Researchers say their aim was to make a turbine blade that could be recyclable and began experimenting with feedstocks that could be used to achieve that goal. They say the resin they developed using bio-derivable sugars provided a counterpoint to the notion that a blade designed to be recyclable will not perform as well.

“Just because something is bio-derivable or recyclable does not mean it’s going to be worse,” says Nic Rorrer, one of the two corresponding authors of the Science paper.

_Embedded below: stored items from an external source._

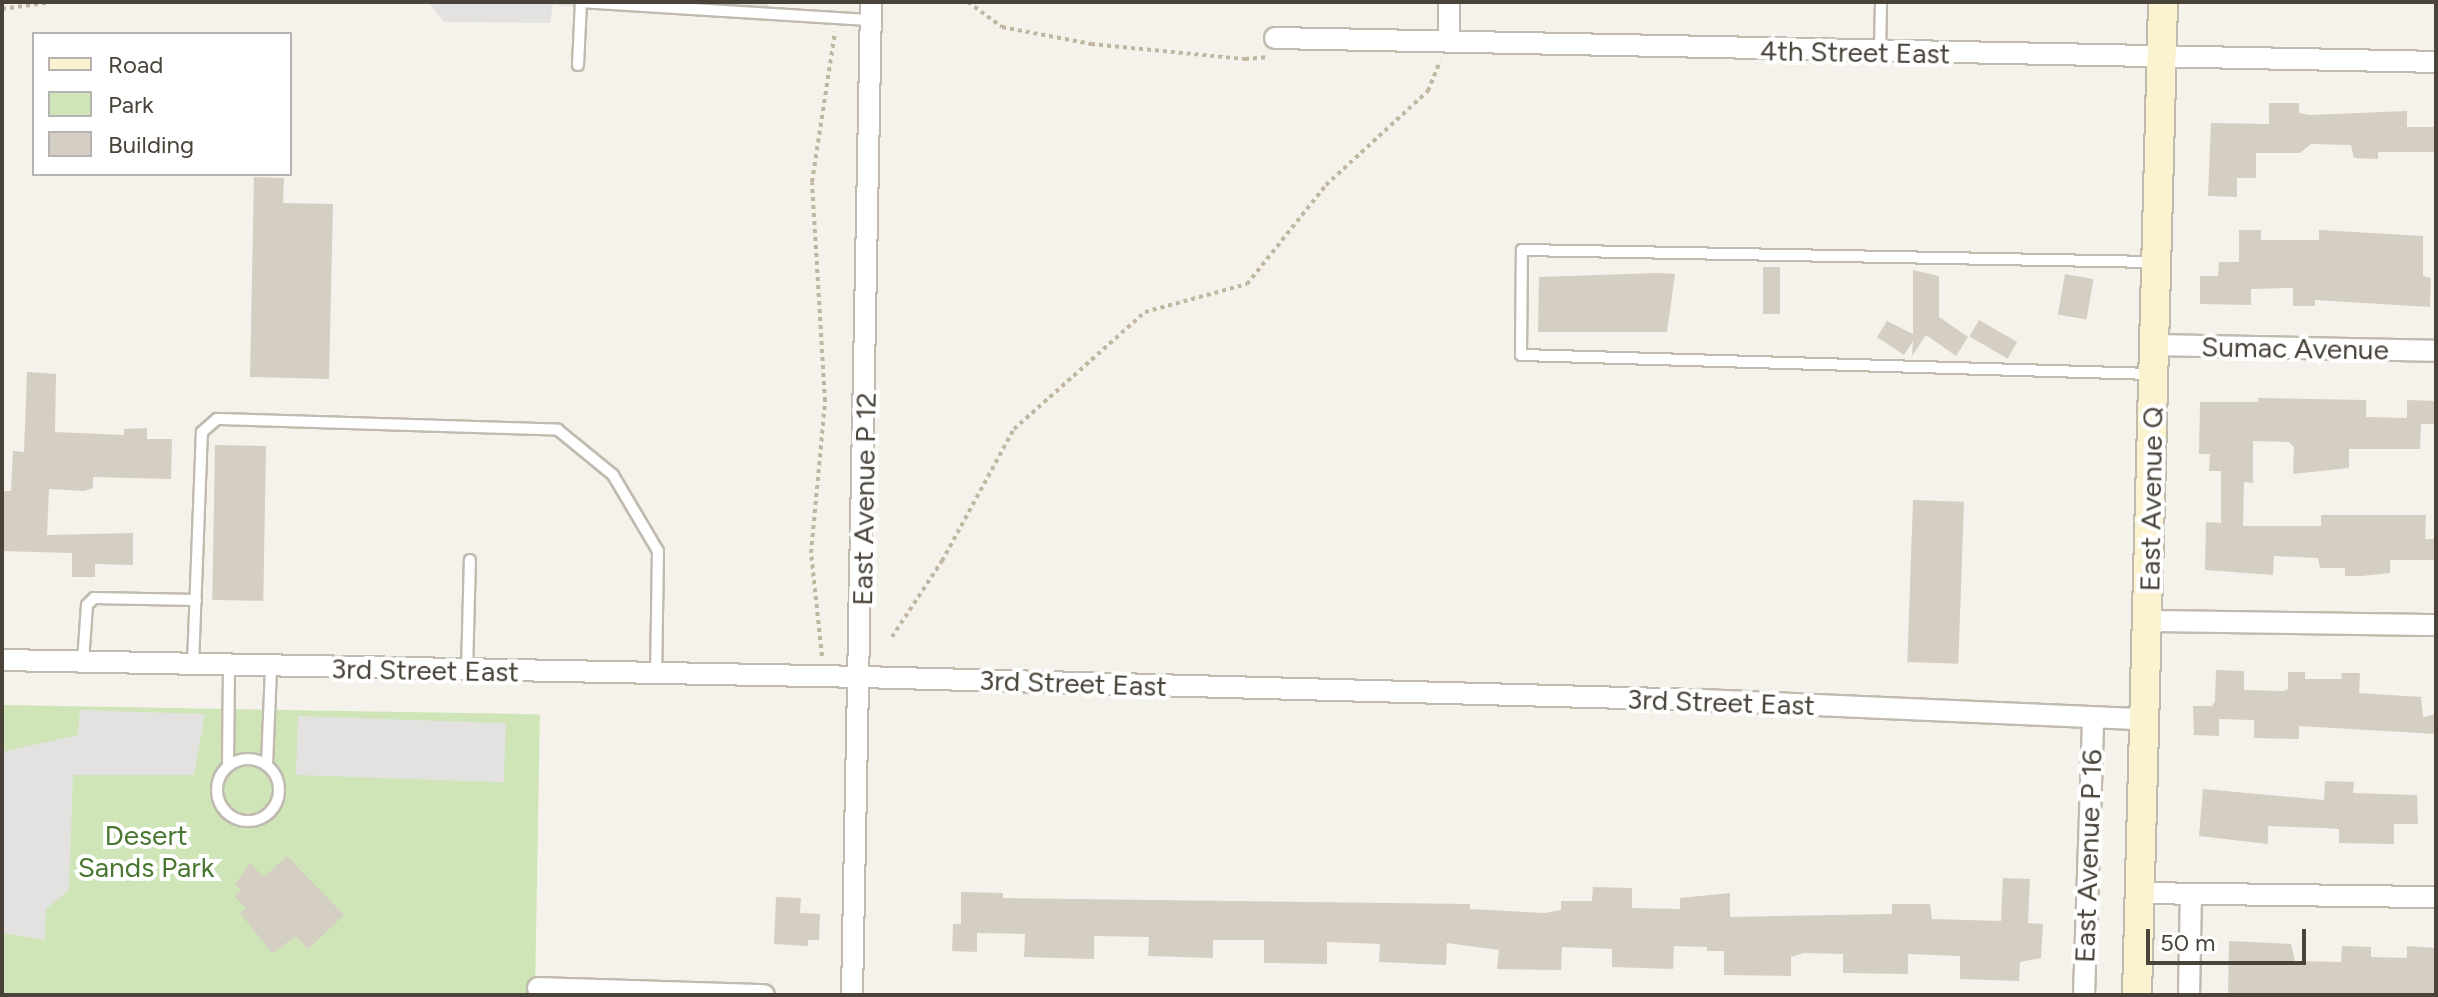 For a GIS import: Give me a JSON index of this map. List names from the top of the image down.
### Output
{
  "streets": {
    "street": [
      "4th Street East",
      "Sumac Avenue",
      "East Avenue P 12",
      "East Avenue Q",
      "3rd Street East",
      "East Avenue P 16"
    ]
  },
  "crossings": [
    ["4th Street East", "East Avenue Q"],
    ["Sumac Avenue", "East Avenue Q"],
    ["East Avenue P 12", "3rd Street East"],
    ["East Avenue Q", "3rd Street East"],
    ["3rd Street East", "East Avenue P 16"]
  ],
  "parks": ["Desert Sands Park"],
  "legend": ["Road", "Park", "Building"],
  "scale_bar": "50 m"
} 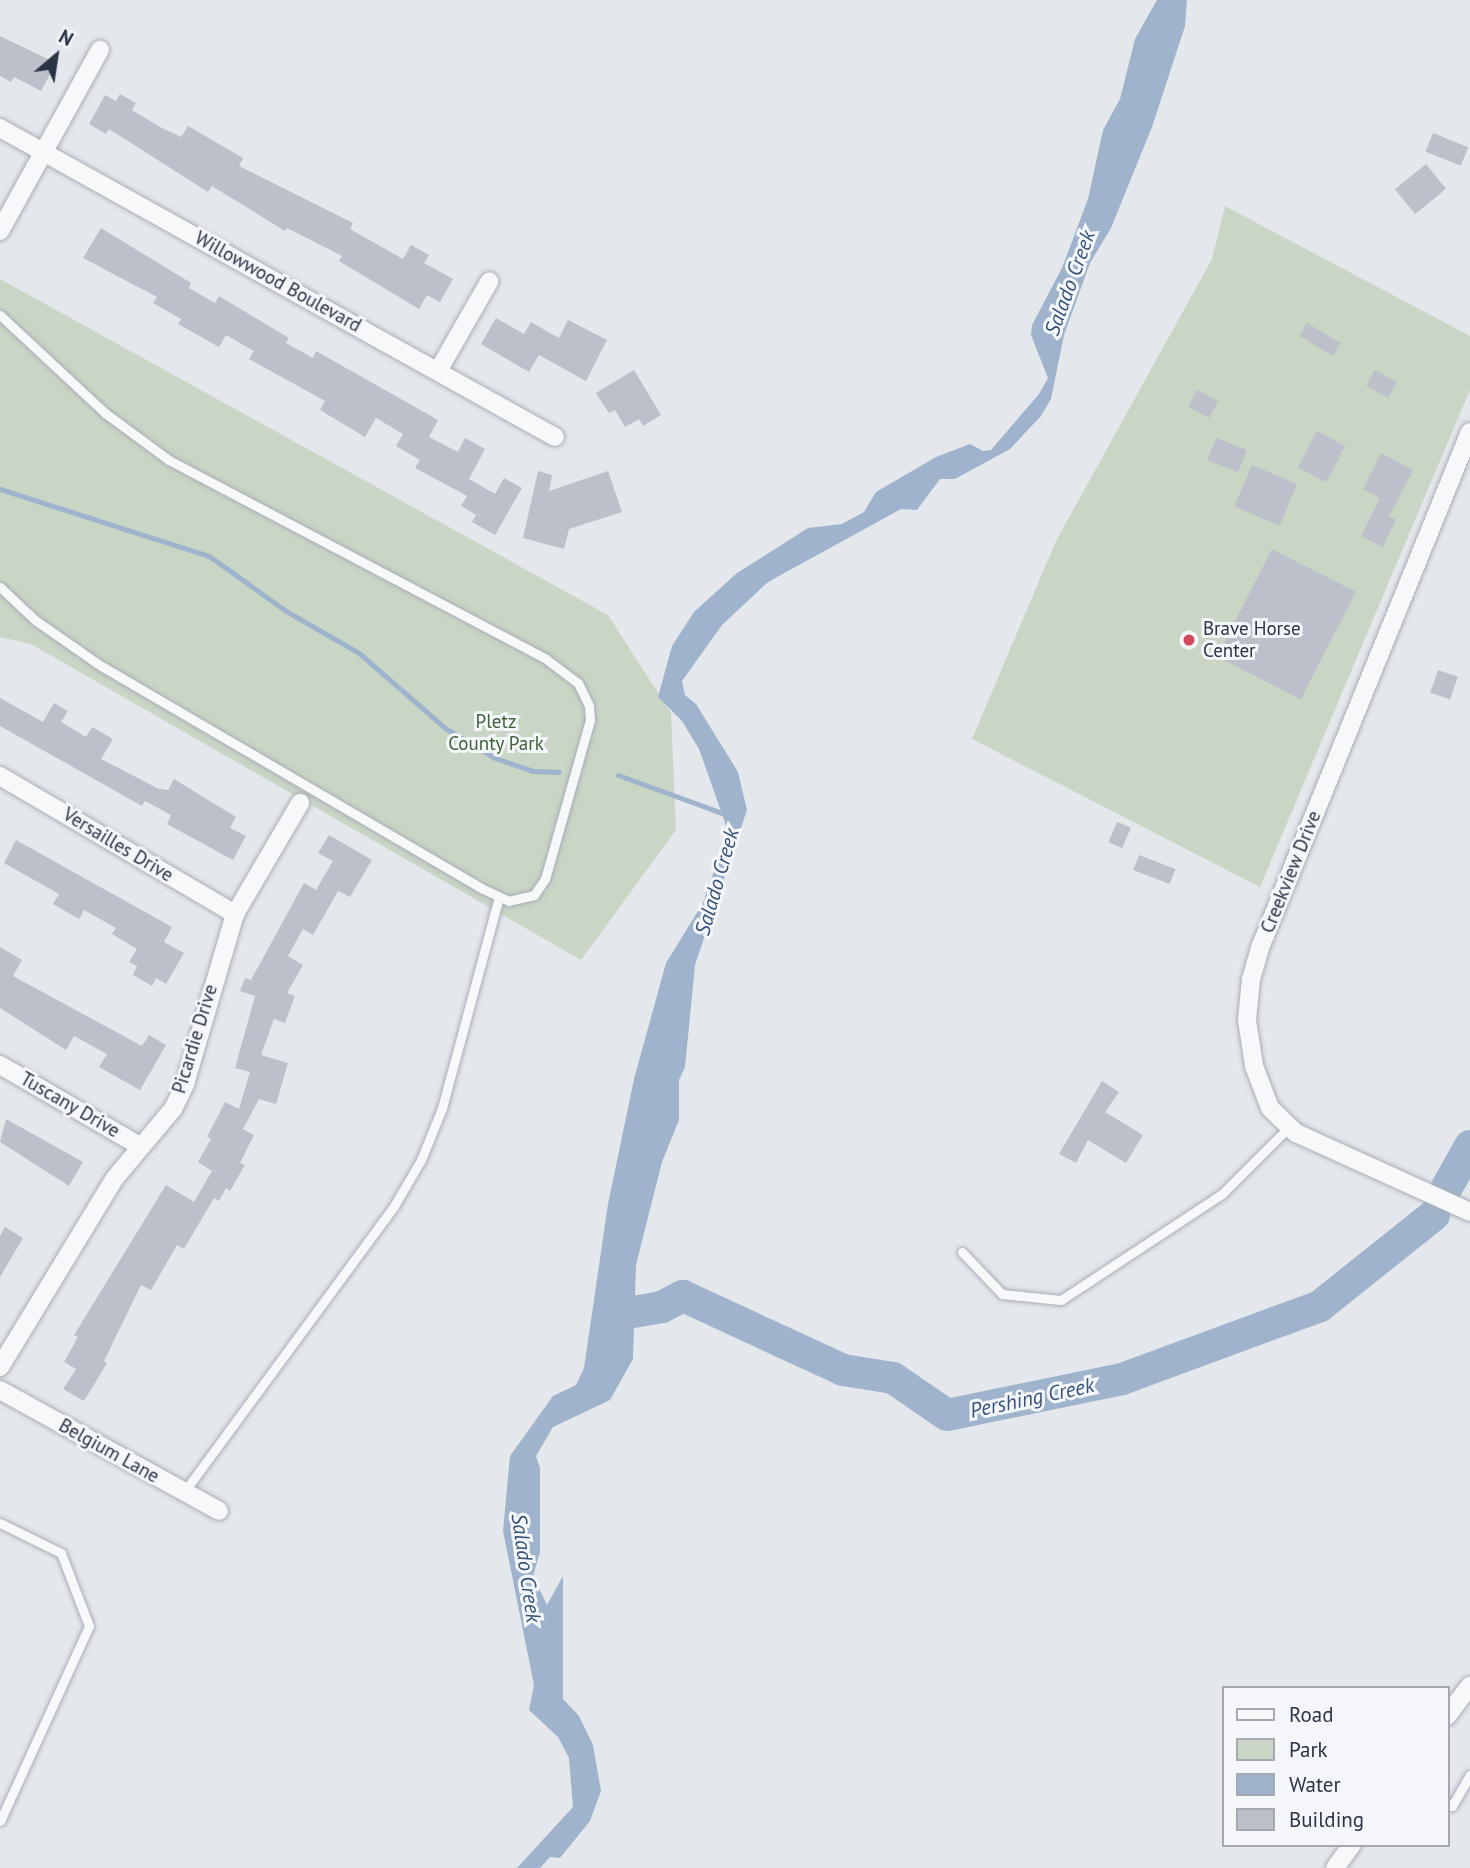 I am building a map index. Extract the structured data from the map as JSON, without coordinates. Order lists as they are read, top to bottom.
{
  "streets": {
    "street": [
      "Willowwood Boulevard",
      "Versailles Drive",
      "Creekview Drive",
      "Picardie Drive",
      "Tuscany Drive",
      "Belgium Lane"
    ]
  },
  "crossings": [
    ["Versailles Drive", "Picardie Drive"],
    ["Picardie Drive", "Tuscany Drive"]
  ],
  "water": ["Salado Creek", "Pershing Creek"],
  "parks": ["Pletz County Park"],
  "places": ["Brave Horse Center"],
  "legend": [
    "Road",
    "Park",
    "Water",
    "Building"
  ],
  "north": "top right"
} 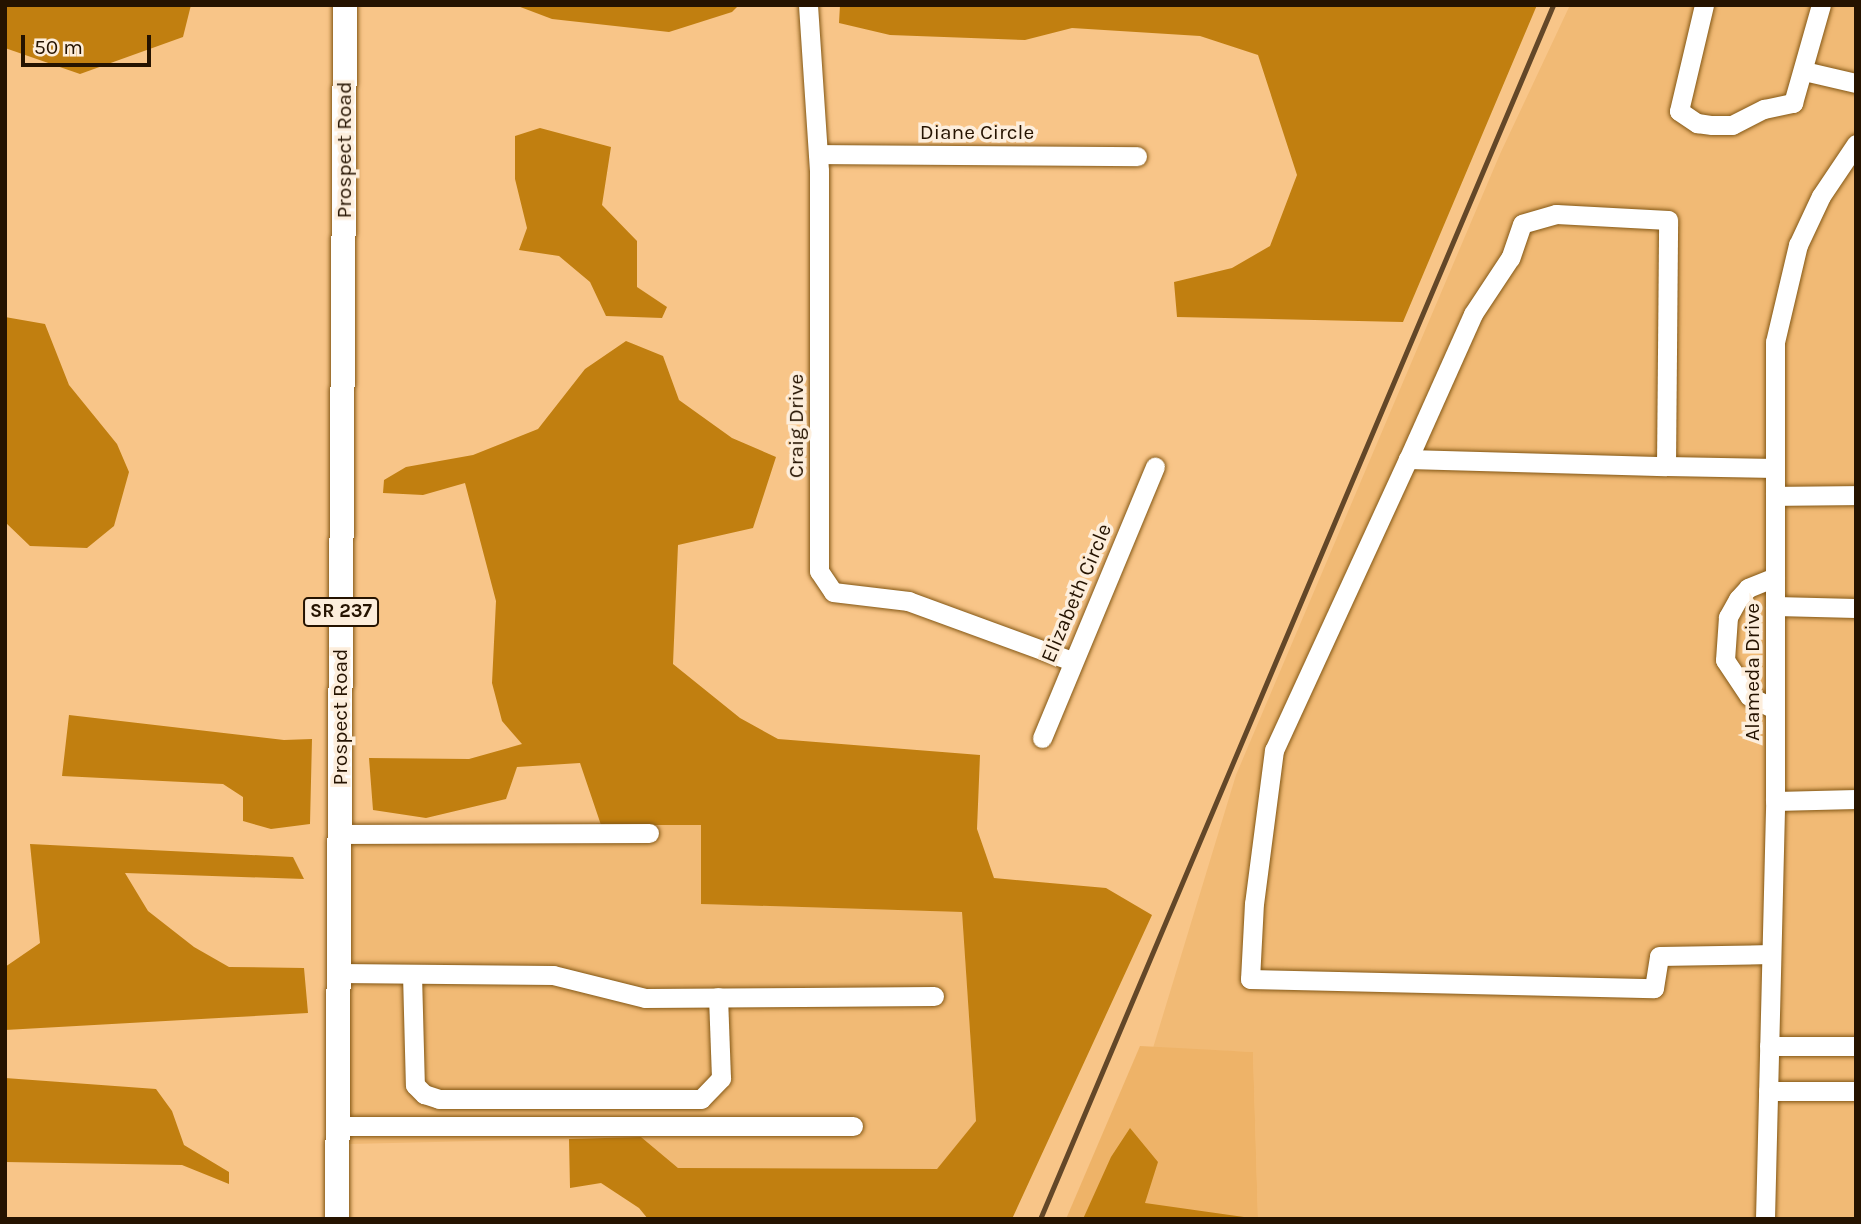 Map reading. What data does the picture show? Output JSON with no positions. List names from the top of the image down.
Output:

He says one concern others have had about these types of materials is that the blade would be subject to greater “creep,” which is when the blade loses its shape and deforms over time. “It really challenges this evolving notion in the field of polymer science, that you can’t use recyclable materials because they will underperform or creep too much,” he says.

Composites made from PECAN resin held their shape, withstood accelerated weatherization validation and could be made within a timeframe similar to the existing cure cycle for how wind turbine blades currently are manufactured, according to the researchers.

“Nine meters is a scale that we were able to demonstrate all of the same manufacturing processes that would be used at the 60-, 80-, 100-meter blade scale,” says Robynne Murray, the second corresponding author of the Science paper.

Coauthors of the paper from NREL include Erik Rognerud, Allen Puente-Urbina, David Barnes, Paul Murdy, Michael McGraw, Jimmy Newkirk, Ryan Beach, Jacob Wrubel, Levi Hamernik, Katherine Chism, Andrea Baer and Gregg Beckham.

The U.S. Department of Energy jointly funded the research through its Advanced Materials and Manufacturing Technologies Office and Bioenergy Technologies Office and their support of the BOTTLE Consortium. Additional research and funding will allow the investigators to build larger blades and explore more bio-derived formulations.